An in series toggle switch is the simplest solution. I'm sure they've
designed the circuitry in a way you wont fry anything if the light is
off. After all, bulbs do blow all on their own and a circuit designed
so alternator/generator output starts cooking the circuitry when you
blow a bulb is a completely idiotic design.
--
Email - rsgi...@tampabay.rr.borg
Replace borg with com
"Ubuntu" - an African word, meaning "Slackware is too hard for me".
They certainly exist - those little 2-stroke step-through's of the 70s &
80's used very precarious regulation systems, one I had, the battery (for
indicators, horn stoplight etc) was charged by a single diode from a tapping
on the AC lighting coil. The battery charging current was supposed to
regulate the AC lighting coil but obviously only did on alternate half
cycles - the regulation was flaky at best.
On one occasion I had the battery fuse blow, causing complete loss of
regulation on the AC lighting and instant blowing of every bulb on that
circuit - I was giving it some along an unlit country lane at the time!

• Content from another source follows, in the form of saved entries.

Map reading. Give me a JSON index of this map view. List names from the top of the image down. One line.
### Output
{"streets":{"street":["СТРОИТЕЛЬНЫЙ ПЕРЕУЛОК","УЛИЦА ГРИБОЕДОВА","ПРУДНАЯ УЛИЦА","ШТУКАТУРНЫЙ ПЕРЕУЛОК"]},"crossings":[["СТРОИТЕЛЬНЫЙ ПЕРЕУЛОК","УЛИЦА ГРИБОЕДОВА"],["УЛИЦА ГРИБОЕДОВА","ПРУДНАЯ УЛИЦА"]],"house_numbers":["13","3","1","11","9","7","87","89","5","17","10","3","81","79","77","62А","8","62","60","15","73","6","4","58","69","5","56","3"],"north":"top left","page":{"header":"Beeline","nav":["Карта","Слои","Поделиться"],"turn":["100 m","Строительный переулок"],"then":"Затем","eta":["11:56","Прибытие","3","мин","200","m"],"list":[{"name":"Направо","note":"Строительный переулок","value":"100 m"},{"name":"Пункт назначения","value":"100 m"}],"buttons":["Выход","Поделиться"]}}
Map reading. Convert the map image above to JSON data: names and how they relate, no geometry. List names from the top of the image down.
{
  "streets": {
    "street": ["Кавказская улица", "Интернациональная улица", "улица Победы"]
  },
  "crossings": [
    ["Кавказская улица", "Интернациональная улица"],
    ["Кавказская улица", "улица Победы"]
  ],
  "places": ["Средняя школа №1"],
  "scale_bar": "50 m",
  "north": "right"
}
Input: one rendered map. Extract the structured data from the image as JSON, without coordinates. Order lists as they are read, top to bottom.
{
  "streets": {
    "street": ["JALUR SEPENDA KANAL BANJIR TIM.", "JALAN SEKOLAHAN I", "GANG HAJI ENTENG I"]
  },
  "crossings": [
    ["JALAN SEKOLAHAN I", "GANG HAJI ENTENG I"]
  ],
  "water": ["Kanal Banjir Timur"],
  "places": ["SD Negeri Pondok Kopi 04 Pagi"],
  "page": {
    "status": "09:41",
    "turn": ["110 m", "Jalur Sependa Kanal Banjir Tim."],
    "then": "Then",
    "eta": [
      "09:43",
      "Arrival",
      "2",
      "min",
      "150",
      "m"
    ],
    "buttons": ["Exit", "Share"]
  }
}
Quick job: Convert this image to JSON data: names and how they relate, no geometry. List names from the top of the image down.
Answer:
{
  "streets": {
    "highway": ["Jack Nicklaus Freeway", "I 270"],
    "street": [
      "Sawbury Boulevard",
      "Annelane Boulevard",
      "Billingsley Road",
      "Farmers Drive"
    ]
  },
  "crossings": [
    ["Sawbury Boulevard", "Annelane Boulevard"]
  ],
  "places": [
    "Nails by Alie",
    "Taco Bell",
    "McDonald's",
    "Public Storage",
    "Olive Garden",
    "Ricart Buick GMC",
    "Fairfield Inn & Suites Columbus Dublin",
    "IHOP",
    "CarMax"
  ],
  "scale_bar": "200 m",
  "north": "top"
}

|>> that the loss of the load would spike some voltages and then possibly
|>> harm something expensive such as an electronic ignition system.
|>
|>Adding a switch is unnecessary. As you say, the bike's charging system
|>is designed to have the headlight on all the time when the engine is
|>running and has enough capacity to charge the battery while running the
|>headlight.
Sometimes the battery voltage will drop to %20/12.0volts and some
even less at long intersection stop lights.
This is somewhat dependant on the ReserveCapacity/Ah high quality of
the battery, and a high quality "spaciality" m-cycle battery is pretty pricy
or rare these days.
My headlights draw 60x2=120 watts from an 8amp starting battery,
needless to say the alarm leeching doesn't help much either.
Adding an inline switch will confuse the ECU/ECM's or general
electronic ignition system's reading and cause an abnormal conflict
somewhere, unless you really know the bikes wiring....and other "fixes".
Good Luck
Bob
> Adding an inline switch will confuse the ECU/ECM's or general
> electronic ignition system's reading and cause an abnormal conflict
> somewhere, unless you really know the bikes wiring....and other "fixes".
No, adding a headlight cutout switch won't "confuse" the ECU or the
electronic ignition system or cause an abnormal conflict somewhere.
I'd suggest you post here only about subjects you know something about.